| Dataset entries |
■ ■ ■ ■ ■

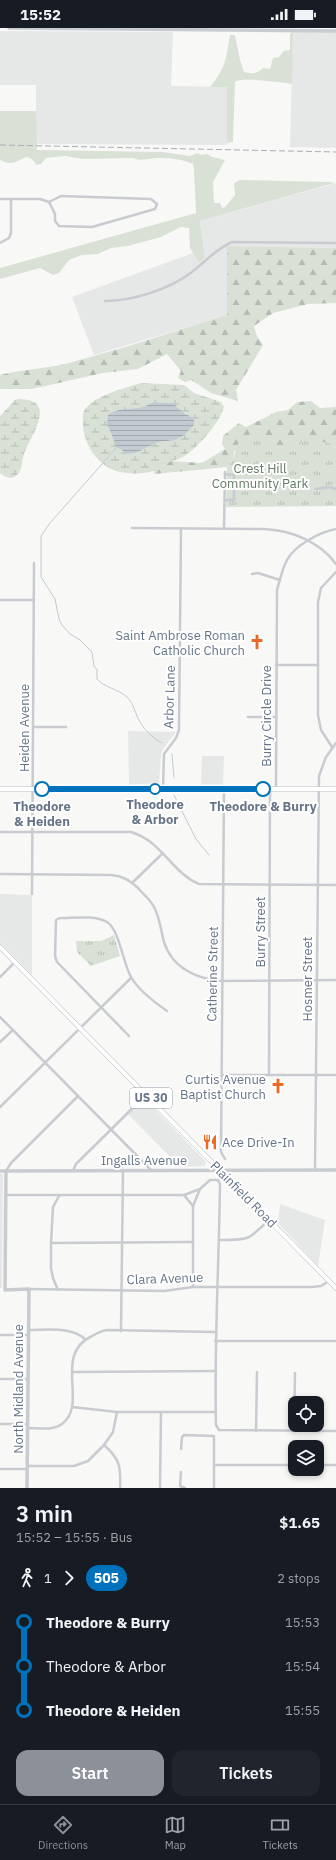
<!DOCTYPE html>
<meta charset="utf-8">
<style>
body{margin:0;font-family:"IBM Plex Sans",sans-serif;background:#20242c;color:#f1f3f6;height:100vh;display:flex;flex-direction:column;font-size:15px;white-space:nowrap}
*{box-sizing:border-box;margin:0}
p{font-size:13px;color:#9ea1a6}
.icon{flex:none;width:22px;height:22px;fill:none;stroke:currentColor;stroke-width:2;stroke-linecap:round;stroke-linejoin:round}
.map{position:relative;height:1460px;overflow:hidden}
.side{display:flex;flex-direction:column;background:#171b24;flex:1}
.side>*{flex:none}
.badge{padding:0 8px;border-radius:13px;font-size:14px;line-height:26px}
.tools{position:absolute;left:288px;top:1368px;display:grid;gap:8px}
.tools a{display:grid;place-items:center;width:36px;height:36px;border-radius:8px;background:#171b24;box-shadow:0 2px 6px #0003;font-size:20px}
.map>.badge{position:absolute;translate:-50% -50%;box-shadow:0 0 0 2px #fff}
.legs{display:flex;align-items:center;gap:6px;height:44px;padding:0 16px;font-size:13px}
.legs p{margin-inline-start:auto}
.summary{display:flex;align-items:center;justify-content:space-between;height:68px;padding:0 16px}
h1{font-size:22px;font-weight:600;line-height:30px}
.action{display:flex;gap:8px;margin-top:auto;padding:8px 16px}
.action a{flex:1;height:46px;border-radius:12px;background:#8c9099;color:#fff;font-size:16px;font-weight:600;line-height:46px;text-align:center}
.action a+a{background:#20242c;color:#f1f3f6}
ul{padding:0 16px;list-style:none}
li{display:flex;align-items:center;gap:14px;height:44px;font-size:15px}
li i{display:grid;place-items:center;width:6px;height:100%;margin:0 5px;background:currentColor}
li i::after{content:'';width:10px;height:10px;margin:-5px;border:3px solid;border-radius:50%;background:#171b24}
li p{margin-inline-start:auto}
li:first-child i{background:linear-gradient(#0000 50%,currentColor 0)}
li:last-child i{background:linear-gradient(currentColor 50%,#0000 0)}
.status{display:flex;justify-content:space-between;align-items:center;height:28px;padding:0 20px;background:#171b24;direction:ltr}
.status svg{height:11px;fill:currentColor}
.tabs{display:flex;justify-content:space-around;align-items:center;height:56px;border-top:1px solid #363941;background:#171b24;font-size:11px;color:#9ea1a6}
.tabs a{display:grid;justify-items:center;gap:2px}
.tabs .active{color:#8c9099}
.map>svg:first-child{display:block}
.built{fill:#e6e7e7}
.grass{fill:#d9e1d7}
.forest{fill:url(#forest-firs)}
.wetland{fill:url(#wetland-marsh);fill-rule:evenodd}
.park{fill:url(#park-tufts)}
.water{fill:url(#water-rules)}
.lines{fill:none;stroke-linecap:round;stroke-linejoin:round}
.stream{stroke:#c3cad1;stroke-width:1}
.secondary-casing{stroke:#babec4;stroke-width:5}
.primary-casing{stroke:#bbbec2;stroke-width:5}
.minor{stroke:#c8cbcf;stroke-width:2.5}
.tertiary{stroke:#c8cbcf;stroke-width:3.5}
.secondary{stroke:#fff;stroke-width:4}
.primary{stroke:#fff;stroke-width:4}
.rail{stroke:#a8adb4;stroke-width:1;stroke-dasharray:6 3;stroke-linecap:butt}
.line-1-casing{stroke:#fff;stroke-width:9}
.line-1{stroke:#0072bc;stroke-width:6}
.stop-1-dot{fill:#fff;stroke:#0072bc;stroke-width:2}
.labels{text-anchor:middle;stroke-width:4;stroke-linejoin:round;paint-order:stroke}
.shield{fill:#fff;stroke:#949eac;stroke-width:1}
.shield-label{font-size:12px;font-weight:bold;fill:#667588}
.park-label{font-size:13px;fill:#647a62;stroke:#fff}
.poi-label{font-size:13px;fill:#667588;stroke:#fff;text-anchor:end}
.street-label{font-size:13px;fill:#667588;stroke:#fff}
.stop-label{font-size:13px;font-weight:bold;fill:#667588;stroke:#fff}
</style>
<div class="status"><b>15:52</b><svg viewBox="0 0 49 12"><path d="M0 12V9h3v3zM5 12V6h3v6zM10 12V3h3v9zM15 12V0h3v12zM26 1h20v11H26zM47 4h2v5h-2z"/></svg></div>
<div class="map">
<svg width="336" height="1460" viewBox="0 0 336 1460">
<defs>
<pattern id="forest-firs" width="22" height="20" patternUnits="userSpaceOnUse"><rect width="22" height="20" fill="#d9e1d7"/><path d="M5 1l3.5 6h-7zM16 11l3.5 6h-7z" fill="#b4bbb4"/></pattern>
<pattern id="wetland-marsh" width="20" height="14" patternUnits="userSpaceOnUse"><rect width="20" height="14" fill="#d9e1d7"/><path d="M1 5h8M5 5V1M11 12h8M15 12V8" fill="none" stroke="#b4bbb4"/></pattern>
<pattern id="park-tufts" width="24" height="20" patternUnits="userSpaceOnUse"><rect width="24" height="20" fill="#d9e1d7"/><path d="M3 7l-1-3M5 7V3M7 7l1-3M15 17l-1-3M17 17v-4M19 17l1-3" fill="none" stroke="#b4bbb4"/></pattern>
<pattern id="water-rules" width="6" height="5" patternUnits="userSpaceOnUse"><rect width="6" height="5" fill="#c3cad1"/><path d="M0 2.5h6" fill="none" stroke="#a2a9af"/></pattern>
</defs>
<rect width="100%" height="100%" fill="#f8f8f6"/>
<!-- built -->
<g class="built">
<path d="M 0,3 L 173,4 L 171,58 L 227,59 L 227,117 L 36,116 L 36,57 L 0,57 Z"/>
<path d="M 293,4 L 336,4 L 336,120 L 290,119 Z"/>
<path d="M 336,155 L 336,220 L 227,218 L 228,287 L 94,327 L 72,269 L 193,225 L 199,235 L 205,230 L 200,193 Z"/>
<path d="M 128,703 L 176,704 L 163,721 L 161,727 L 159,755 L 129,757 Z"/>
<path d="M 202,728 L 224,728 L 223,757 L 201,757 Z"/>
<path d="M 0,866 L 32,867 L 32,947 L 0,915 Z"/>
<path d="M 142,1068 L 206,1134 L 205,1138 L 180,1139 L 126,1084 Z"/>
<path d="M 0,1146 L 3,1146 L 2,1260 L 0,1260 Z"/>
<path d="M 280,1176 L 325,1192 L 318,1238 L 278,1195 Z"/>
</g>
<!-- grass -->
<g class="grass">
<path d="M 293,4 L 292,56 C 281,54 242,49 235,54 L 233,114 L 227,115 L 227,59 L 210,59 C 226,40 226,30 230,7 L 235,7 L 240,32 L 244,44 C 252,46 257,46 263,40 L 270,41 L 273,30 L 279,29 L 284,23 L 290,22 L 290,6 Z"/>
<path d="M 0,83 L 36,83 L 37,122 L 163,124 L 190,128 L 197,125 L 202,127 L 207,126 L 212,129 L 225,132 L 213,154 L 214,175 L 220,175 L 222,180 L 225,179 L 235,167 L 234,155 L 240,152 L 331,154 L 334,155 L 200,193 L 205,230 L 199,235 L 190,220 L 189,200 L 181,199 L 161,209 L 128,218 L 111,220 L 98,226 L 82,227 L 69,232 L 59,245 L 53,247 L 40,240 L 0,251 L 0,240 L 196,185 L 194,141 L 193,136 C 182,131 171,130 158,130 C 149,130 142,134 133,130 L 83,131 L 65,128 L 46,130 L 41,136 L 37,137 C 25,121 23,135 10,135 C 7,135 3,133 0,132 Z"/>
</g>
<!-- forest -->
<g class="forest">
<path d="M 227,218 L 336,220 L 336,275 L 308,276 L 273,285 L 254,298 L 257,308 L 263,317 L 236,362 L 238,373 L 211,365 L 191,352 L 185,354 L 178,350 L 181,343 L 167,326 L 138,341 L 103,345 L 32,361 L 0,361 L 0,347 C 23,341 46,341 69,335 C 122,321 175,303 227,287 Z"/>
<path d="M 311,373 L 320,380 L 336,379 L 336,420 L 329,415 L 301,423 L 234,423 L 233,432 L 227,439 L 154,446 L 154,443 L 171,433 L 202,435 L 225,421 L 222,416 L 223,408 L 239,395 L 246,399 L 276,384 L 288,382 L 297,374 Z"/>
</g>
<!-- wetland -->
<g class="wetland">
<path d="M 141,355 L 184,357 L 194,365 L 221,374 L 224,379 C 220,395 196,422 181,430 C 177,432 172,432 167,435 C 163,437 159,441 154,443 C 145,446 129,446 120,444 C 97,439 81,413 83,391 C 83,386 83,383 86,380 C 97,367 125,360 141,355 ZM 153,374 L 174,375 L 180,383 L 187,385 L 188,402 L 175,412 L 158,414 L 136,425 L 128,426 L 112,385 C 126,380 140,383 153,374 Z"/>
<path d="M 19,371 C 59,372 31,407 24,426 C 21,435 23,446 12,450 L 6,449 L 0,445 L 0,388 L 15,372 Z"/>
</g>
<!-- park -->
<g class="park">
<path d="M 251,405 C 272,418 275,423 300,416 L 303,410 L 329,415 L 336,420 L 336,478 L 226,479 L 227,439 L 233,432 L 237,417 Z"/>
<path d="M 114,907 L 120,928 L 91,938 L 77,924 L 76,913 L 101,913 Z"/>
</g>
<!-- water -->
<path class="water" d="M 153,374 L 174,375 C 181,385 186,384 194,392 L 194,397 L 183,408 L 175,412 L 158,414 L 136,425 L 128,426 L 117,419 L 107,396 L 108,387 C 121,377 137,385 153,374 Z"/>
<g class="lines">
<!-- stream -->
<g class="stream">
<path d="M 117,419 L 50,495 L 41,508 L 41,549 L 55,571 L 59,591 L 62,597 L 70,606 L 80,612 L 92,624 L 94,638 L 97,642 L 97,651 C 105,660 118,661 127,669 C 132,674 134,680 137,688 C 142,700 151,709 162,715"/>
<path d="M 172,726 L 174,750"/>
<path d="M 174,767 L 196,811 L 209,827"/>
</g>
<!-- secondary casing -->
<g class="secondary-casing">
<path id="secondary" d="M 0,761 L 336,761"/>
</g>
<!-- primary casing -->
<g class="primary-casing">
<path id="primary" d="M 0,919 L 336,1260"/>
</g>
<!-- minor -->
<g class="minor">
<path d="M 61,168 L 151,171 L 157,176 L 155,181 L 92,199 L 59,198 L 55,193 L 55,186 L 49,174 Z"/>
<path d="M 0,171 L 40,171 L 49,174"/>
<path d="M 0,215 L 9,210 L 11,205 L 11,171"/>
<path d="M 105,273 C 133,273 170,261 192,244 C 206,233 216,221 232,214 L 336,215"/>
<path d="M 316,461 L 329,459 L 336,461"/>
<path d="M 225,472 L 234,472 L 234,447 L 225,446"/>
<path d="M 132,500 L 264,501 C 291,502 320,514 336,536"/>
<path d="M 224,501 L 225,444"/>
<path d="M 252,546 L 258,545 L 280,552"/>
<path d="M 0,572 L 34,572"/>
<path d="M 276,637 L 318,637"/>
<path d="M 248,689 L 276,689"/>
<path d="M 34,699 L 66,699"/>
<path d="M 332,719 L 321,702 L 318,687 L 318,574 L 321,560 L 336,544"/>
<path d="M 163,761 L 164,726 L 176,710 L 179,702 L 181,501"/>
<path d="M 224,761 L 221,1124 L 225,1131"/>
<path d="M 276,761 L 277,562 C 280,552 282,541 287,532 C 295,517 320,504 336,501"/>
<path d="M 0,804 L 131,804 C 162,813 172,845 199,856 L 336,857"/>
<path d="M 0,846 L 111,847 C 123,848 129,852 138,860 C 143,866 150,871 154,879 C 160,890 161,903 164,914 C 172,940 197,951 222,953 L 336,952"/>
<path d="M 132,855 L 163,825"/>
<path d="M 32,866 L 34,535"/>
<path d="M 0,949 L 15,934"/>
<path d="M 0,989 L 151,1142"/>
<path d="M 129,1008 L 57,934 L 55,928 L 56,892 L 60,890 C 74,890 94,887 107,894 C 119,901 123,935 131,949 C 139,963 154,974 167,983"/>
<path d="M 0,1014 L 13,1002"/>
<path d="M 222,1047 L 336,1047"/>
<path d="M 269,1047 L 270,761"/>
<path d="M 0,1079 L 131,950"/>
<path d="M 315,1142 L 319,748 L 326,729 L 336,715"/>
<path d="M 6,1143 L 11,1135 L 78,1068"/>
<path d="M 73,1143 L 76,1136 L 146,1067"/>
<path d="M 6,1167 L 184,1167 L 200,1161 L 210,1152 L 218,1152 L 220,1156 C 219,1237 214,1317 216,1397 L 219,1402 L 336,1403"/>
<path d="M 184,1167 L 193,1178 L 193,1259"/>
<path d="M 193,1178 L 200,1161"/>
<path d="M 219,1212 C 249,1212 247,1213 269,1192"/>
<path d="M 51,1215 L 193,1214"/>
<path d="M 29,1261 L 164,1263 L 193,1259 L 312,1259 L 321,1258 L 329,1253"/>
<path d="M 58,1262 L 53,1250 L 51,1240 L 51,1215 L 53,1179 L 59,1168"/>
<path d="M 29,1302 C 46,1302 71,1298 85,1311"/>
<path d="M 121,1303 L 123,1142"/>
<path d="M 0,1307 L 29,1307"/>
<path d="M 215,1313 L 336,1313"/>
<path d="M 72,1344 L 215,1343"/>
<path d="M 0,1351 L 28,1351"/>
<path d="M 72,1379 L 117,1384 L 216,1384"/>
<path d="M 0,1396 L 28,1396"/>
<path d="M 28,1400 C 39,1400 52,1403 62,1396 C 89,1376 52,1327 92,1308 C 97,1305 101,1303 107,1302 L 215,1304"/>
<path d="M 256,1403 L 257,1344"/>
<path d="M 294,1403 L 295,1345"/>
<path d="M 104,1417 C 120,1431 121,1439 120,1460"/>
<path d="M 181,1421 L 182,1409 L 184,1407 L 214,1408 L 214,1460"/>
<path d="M 214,1437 L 295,1437"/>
<path d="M 317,1437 L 336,1437"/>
<path d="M 28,1438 L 74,1438 L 88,1433 L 104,1417 L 113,1404 L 117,1384"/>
<path d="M 0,1441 L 27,1441"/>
<path d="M 181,1444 L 180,1458 L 185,1460"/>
<path d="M 160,1460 L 161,1384"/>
</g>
<!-- tertiary -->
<g class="tertiary">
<path d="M 9,0 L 336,3"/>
<path d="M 0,1143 L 336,1142"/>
<path d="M 6,1143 L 5,1262 L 29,1261 L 27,1460"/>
</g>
<!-- secondary -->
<use href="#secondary" class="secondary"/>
<!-- primary -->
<use href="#primary" class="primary"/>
<!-- rail -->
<path class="rail" d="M 0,117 L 336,124"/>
</g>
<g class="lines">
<!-- line-1 casing -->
<g class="line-1-casing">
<path id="line-1" d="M 42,761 L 263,761"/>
</g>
<!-- line-1 -->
<use href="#line-1" class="line-1"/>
</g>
<!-- icons -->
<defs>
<g id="church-bare" transform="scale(1.2)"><path d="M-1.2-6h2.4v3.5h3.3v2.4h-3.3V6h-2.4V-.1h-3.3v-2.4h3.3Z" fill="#e96925" stroke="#fff" stroke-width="2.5" paint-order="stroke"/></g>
<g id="restaurant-bare" transform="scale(1.2)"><path d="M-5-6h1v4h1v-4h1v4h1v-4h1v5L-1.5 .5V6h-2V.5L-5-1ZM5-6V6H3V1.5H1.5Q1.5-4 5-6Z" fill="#e96925" stroke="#fff" stroke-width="2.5" paint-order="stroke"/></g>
</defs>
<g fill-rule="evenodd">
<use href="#church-bare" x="257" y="614"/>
<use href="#church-bare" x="278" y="1058"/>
<use href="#restaurant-bare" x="210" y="1114"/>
</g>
<!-- markers -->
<g class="stop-1-dot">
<circle cx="42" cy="761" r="7"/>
<circle cx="155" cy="761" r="5"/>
<circle cx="263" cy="761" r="7"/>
</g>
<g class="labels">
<!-- shield labels -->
<rect class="shield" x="130" y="1060" width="42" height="20" rx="3"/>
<g class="shield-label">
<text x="151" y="1074">US 30</text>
</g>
<!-- park labels -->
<g class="park-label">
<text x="260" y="445">Crest Hill<tspan x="260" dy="15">Community Park</tspan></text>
</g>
<!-- poi labels -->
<g class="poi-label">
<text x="245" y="612">Saint Ambrose Roman<tspan x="245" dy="15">Catholic Church</tspan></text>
<text x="266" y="1056">Curtis Avenue<tspan x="266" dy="15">Baptist Church</tspan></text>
<text x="222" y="1119" text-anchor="start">Ace Drive-In</text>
</g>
<!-- street labels -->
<g class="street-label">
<text transform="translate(169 669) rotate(-88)" y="5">Arbor Lane</text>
<text transform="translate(266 688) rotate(-90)" y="5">Burry Circle Drive</text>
<text transform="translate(24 700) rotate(-90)" y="5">Heiden Avenue</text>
<text transform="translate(260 904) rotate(-90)" y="5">Burry Street</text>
<text transform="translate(212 946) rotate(-89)" y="5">Catherine Street</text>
<text transform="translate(307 951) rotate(-90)" y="5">Hosmer Street</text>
<text x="144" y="1137">Ingalls Avenue</text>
<text transform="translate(244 1166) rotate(45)" y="5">Plainfield Road</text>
<text transform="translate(165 1250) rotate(-2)" y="5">Clara Avenue</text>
<text transform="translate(18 1361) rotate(-90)" y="5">North Midland Avenue</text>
</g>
<!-- stop labels -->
<g class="stop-label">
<text x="155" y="781">Theodore<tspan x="155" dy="15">&amp; Arbor</tspan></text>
<text x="42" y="783">Theodore<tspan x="42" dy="15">&amp; Heiden</tspan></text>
<text x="263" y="783">Theodore &amp; Burry</text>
</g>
</g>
</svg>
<div class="tools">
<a><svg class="icon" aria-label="locate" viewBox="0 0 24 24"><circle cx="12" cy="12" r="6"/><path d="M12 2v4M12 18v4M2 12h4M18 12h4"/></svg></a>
<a><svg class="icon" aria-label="layers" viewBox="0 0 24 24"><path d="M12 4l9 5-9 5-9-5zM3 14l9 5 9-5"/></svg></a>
</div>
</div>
<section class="side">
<div class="summary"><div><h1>3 min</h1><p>15:52 – 15:55 · Bus</p></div><b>$1.65</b></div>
<div class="legs"><svg class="icon" aria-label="walk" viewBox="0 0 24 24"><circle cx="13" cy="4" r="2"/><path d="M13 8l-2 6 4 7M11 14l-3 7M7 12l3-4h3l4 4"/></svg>1<svg class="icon" aria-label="forward" viewBox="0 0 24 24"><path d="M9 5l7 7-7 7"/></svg><b class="badge" style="background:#0072bc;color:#fff">505</b><p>2 stops</p></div>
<ul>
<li><i style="color:#0072bc"></i><b>Theodore &amp; Burry</b><p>15:53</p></li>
<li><i style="color:#0072bc"></i><span>Theodore &amp; Arbor</span><p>15:54</p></li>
<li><i style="color:#0072bc"></i><b>Theodore &amp; Heiden</b><p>15:55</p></li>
</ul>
<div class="action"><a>Start</a><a>Tickets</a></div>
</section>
<nav class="tabs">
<a class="active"><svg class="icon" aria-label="directions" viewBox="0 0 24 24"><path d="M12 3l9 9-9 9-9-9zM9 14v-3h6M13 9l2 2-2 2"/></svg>Directions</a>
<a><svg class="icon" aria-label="map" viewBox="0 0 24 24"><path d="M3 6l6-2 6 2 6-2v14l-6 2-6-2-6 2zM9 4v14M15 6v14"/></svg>Map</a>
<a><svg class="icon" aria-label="tickets" viewBox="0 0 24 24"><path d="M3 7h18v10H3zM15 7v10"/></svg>Tickets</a>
</nav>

■ ■ ■ ■ ■

| Your goal |
For this exercise, find all lines in the records containing the word "tools" and copy them.

| Solution for this task |
.tools{position:absolute;left:288px;top:1368px;display:grid;gap:8px}
.tools a{display:grid;place-items:center;width:36px;height:36px;border-radius:8px;background:#171b24;box-shadow:0 2px 6px #0003;font-size:20px}
<div class="tools">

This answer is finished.